From PoliticsMagazine.com comes a fascinating look at the microtargeted ads that were used to ramp up the pressure on CNN to do something about Lou Dobbs and his increasingly controversial views. Josh Koster and Tyler Davis of digital consultancy Chong + Koster explain:
We needed to gain and keep the press’ attention, so we deployed digital paid media to target media employees specifically. The Facebook feature “workplace targeting” was our primary weapon. We targeted all CNN/AOL-Time Warner employees with 500 points per day (the Facebook max). We ran dozens of different ads, testing message hooks from “Why did you let Lou Dobbs broadcast from a hate rally?” to “Why is CNN profiting off racism?” We even called out CNN’s on-air talent by name: “Hey Soledad O’Brian, why don’t you ask Lou Dobbs what it’s like to be Latino in America,” to ensure the CNN staff was sending screenshots between departments. We also workplace targeted the staff of the 25 biggest political and national news outlets in the country.
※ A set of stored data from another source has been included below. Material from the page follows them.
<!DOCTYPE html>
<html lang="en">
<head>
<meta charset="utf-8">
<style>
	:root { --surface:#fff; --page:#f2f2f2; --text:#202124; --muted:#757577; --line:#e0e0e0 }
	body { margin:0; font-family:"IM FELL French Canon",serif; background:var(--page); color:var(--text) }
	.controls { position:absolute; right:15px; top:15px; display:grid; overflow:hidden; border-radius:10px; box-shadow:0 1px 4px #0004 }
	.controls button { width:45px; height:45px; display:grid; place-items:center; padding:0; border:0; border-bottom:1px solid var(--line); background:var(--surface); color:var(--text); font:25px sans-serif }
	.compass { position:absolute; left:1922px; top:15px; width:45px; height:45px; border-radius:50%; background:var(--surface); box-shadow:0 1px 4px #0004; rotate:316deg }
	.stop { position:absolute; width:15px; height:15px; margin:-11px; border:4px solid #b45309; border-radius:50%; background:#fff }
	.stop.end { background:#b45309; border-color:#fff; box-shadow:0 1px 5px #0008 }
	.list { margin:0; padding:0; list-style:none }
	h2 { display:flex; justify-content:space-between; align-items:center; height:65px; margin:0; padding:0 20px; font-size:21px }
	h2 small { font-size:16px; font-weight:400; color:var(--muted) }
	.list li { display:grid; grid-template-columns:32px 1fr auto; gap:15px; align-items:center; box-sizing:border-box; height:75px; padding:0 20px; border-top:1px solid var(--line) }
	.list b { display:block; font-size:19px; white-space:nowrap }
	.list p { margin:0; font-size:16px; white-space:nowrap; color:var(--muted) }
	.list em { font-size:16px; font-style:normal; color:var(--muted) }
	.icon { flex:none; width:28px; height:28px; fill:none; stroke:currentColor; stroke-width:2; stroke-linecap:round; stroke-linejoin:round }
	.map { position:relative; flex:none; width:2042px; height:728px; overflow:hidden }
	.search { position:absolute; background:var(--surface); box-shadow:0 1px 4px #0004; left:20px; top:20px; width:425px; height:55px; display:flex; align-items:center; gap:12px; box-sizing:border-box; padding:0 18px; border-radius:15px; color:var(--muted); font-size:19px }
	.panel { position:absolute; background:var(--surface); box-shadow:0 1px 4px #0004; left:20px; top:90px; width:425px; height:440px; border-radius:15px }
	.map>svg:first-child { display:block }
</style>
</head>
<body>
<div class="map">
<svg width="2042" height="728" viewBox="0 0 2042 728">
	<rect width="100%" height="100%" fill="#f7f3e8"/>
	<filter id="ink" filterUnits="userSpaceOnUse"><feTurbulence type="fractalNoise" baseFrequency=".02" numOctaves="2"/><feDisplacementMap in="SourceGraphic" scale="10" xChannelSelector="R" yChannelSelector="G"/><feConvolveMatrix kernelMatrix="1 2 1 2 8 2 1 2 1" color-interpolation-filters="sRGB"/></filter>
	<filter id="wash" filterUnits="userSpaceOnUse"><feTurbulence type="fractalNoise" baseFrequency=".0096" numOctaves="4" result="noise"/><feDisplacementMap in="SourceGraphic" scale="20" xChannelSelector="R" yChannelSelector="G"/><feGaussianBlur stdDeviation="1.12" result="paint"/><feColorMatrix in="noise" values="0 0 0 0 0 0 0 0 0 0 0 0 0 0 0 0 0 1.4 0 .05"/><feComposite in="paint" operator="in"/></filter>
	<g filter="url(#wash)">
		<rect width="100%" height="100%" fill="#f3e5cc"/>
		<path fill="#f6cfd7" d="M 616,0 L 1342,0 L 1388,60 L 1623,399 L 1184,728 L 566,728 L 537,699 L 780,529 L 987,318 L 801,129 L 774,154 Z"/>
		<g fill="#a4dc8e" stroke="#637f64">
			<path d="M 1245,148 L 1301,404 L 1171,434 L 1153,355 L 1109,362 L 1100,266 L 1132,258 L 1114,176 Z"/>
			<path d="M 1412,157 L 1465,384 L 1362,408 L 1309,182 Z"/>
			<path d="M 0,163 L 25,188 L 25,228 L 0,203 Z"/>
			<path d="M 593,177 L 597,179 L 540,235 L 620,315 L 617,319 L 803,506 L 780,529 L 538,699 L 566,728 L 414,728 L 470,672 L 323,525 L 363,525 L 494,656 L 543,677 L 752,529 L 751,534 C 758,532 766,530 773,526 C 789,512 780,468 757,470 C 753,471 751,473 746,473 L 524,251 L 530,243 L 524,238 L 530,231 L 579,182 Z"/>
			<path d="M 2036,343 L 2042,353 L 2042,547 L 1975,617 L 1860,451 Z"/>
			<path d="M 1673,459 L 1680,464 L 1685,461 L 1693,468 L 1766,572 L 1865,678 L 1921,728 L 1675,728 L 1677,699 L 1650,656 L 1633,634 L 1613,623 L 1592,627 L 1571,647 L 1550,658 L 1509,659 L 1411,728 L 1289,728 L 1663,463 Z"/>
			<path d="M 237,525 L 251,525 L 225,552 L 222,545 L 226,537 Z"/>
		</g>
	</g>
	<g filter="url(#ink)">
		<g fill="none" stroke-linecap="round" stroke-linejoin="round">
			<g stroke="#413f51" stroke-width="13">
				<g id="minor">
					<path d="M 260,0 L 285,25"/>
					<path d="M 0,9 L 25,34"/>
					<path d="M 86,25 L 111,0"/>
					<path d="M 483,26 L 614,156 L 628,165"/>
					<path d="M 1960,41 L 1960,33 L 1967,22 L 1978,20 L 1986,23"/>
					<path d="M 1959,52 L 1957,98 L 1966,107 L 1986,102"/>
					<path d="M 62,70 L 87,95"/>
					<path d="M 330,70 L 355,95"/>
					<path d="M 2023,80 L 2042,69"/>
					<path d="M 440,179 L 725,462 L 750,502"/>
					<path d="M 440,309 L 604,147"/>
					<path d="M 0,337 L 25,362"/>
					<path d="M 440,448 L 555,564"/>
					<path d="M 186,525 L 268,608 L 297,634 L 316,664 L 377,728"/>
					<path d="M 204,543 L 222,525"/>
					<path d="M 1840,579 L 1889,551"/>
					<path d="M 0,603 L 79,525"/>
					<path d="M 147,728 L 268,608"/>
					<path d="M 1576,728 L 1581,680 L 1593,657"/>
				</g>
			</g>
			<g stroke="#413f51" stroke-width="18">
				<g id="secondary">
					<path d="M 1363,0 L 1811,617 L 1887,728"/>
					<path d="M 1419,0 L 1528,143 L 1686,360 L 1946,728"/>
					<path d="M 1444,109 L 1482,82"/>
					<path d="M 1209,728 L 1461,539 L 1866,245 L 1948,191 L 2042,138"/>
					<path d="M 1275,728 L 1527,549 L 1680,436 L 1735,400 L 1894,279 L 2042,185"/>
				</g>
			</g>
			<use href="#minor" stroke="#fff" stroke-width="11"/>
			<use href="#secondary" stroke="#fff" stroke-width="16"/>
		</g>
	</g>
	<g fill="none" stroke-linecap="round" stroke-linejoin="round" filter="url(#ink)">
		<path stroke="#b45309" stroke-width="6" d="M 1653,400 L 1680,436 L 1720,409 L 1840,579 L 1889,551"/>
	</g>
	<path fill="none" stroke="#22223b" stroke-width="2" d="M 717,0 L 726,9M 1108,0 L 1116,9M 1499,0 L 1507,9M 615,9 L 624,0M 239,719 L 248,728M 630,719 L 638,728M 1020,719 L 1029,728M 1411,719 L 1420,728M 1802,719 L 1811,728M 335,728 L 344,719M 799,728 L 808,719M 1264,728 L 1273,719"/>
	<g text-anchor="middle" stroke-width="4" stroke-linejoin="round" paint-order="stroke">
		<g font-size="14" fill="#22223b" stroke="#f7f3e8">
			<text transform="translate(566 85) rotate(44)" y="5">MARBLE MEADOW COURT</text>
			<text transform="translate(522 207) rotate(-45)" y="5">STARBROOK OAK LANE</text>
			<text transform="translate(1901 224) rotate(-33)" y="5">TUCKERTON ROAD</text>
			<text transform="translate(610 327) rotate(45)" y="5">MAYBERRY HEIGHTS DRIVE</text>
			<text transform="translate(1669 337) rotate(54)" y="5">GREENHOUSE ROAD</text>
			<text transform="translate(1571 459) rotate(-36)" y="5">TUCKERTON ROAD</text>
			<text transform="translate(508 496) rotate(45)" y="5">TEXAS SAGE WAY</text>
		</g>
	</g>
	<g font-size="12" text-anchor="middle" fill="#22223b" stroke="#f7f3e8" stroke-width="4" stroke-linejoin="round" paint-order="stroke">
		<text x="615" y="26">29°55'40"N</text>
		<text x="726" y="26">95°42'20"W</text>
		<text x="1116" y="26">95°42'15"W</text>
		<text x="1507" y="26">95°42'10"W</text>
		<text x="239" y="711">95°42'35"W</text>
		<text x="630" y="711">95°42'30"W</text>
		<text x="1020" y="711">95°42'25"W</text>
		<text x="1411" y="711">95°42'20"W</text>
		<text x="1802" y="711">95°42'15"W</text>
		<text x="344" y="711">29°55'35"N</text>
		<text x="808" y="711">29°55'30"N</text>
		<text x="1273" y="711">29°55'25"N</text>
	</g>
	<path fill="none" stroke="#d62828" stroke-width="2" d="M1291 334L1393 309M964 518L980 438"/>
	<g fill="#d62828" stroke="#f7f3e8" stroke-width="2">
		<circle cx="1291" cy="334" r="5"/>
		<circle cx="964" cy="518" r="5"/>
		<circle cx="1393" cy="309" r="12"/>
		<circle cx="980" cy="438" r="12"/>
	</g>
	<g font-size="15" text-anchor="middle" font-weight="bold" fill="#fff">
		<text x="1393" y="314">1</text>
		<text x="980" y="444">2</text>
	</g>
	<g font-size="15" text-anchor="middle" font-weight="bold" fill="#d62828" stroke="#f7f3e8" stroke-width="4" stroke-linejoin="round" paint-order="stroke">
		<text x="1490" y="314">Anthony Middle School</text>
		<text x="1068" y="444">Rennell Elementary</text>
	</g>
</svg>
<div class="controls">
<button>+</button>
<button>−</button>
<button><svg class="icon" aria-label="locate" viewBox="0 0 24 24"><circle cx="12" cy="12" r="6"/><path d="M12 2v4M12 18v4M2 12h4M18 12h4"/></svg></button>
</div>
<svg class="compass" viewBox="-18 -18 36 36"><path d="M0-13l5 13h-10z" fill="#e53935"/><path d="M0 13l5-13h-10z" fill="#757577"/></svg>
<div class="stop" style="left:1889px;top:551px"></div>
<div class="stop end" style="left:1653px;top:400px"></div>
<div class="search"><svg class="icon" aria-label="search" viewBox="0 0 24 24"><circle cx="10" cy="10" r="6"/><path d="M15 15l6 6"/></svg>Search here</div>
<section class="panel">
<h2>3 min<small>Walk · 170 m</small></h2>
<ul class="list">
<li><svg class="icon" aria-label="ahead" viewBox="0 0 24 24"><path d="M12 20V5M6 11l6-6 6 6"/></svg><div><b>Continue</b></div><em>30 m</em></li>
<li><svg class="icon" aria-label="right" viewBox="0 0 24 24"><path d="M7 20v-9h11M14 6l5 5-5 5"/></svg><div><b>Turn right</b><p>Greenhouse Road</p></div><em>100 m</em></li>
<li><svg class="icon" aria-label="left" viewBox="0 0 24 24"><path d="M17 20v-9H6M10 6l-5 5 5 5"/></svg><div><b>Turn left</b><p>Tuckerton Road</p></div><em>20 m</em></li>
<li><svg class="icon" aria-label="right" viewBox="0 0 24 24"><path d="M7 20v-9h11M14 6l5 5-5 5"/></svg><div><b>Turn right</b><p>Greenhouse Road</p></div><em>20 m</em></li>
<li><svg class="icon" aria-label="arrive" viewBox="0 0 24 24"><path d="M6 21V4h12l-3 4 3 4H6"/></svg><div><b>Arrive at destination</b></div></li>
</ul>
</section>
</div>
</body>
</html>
To those CNN employees, it must have seemed like we were making massive ad buys when, in fact, what we did cost us about $1,750. In a matter of days, about 900 mainstream media employees (one in four from CNN) had seen the TV spot and knew what we were up to.
We also leaked the story of the digital buy to ClickZ–one of the most well-read digital advertising publications. We choose them because an editor named Kate Kaye is the foremost journalist covering political digital ads, and they are exceedingly well yndicated and search engine optimized. (Anything that they post triggers dozens of
Google Alerts.) This post led to a post by MediaBistro–the insider rag for journalists–and the story exploded from there.
Soon, we were the top return for Google, Google News and Google Blog Search for the phrase “Lou Dobbs.”
Get ready for more of this type of active advocacy advertising. Consumer companies will get into the fray too when they need to make a persuasive case about issues affecting their brands. They’ll need savvy marketing partners who don’t care about big-budget TV spots. Instead, the focus will be on getting the attention of the real influencers, and traditional ad agencies may not be the ones who’ll get the job done.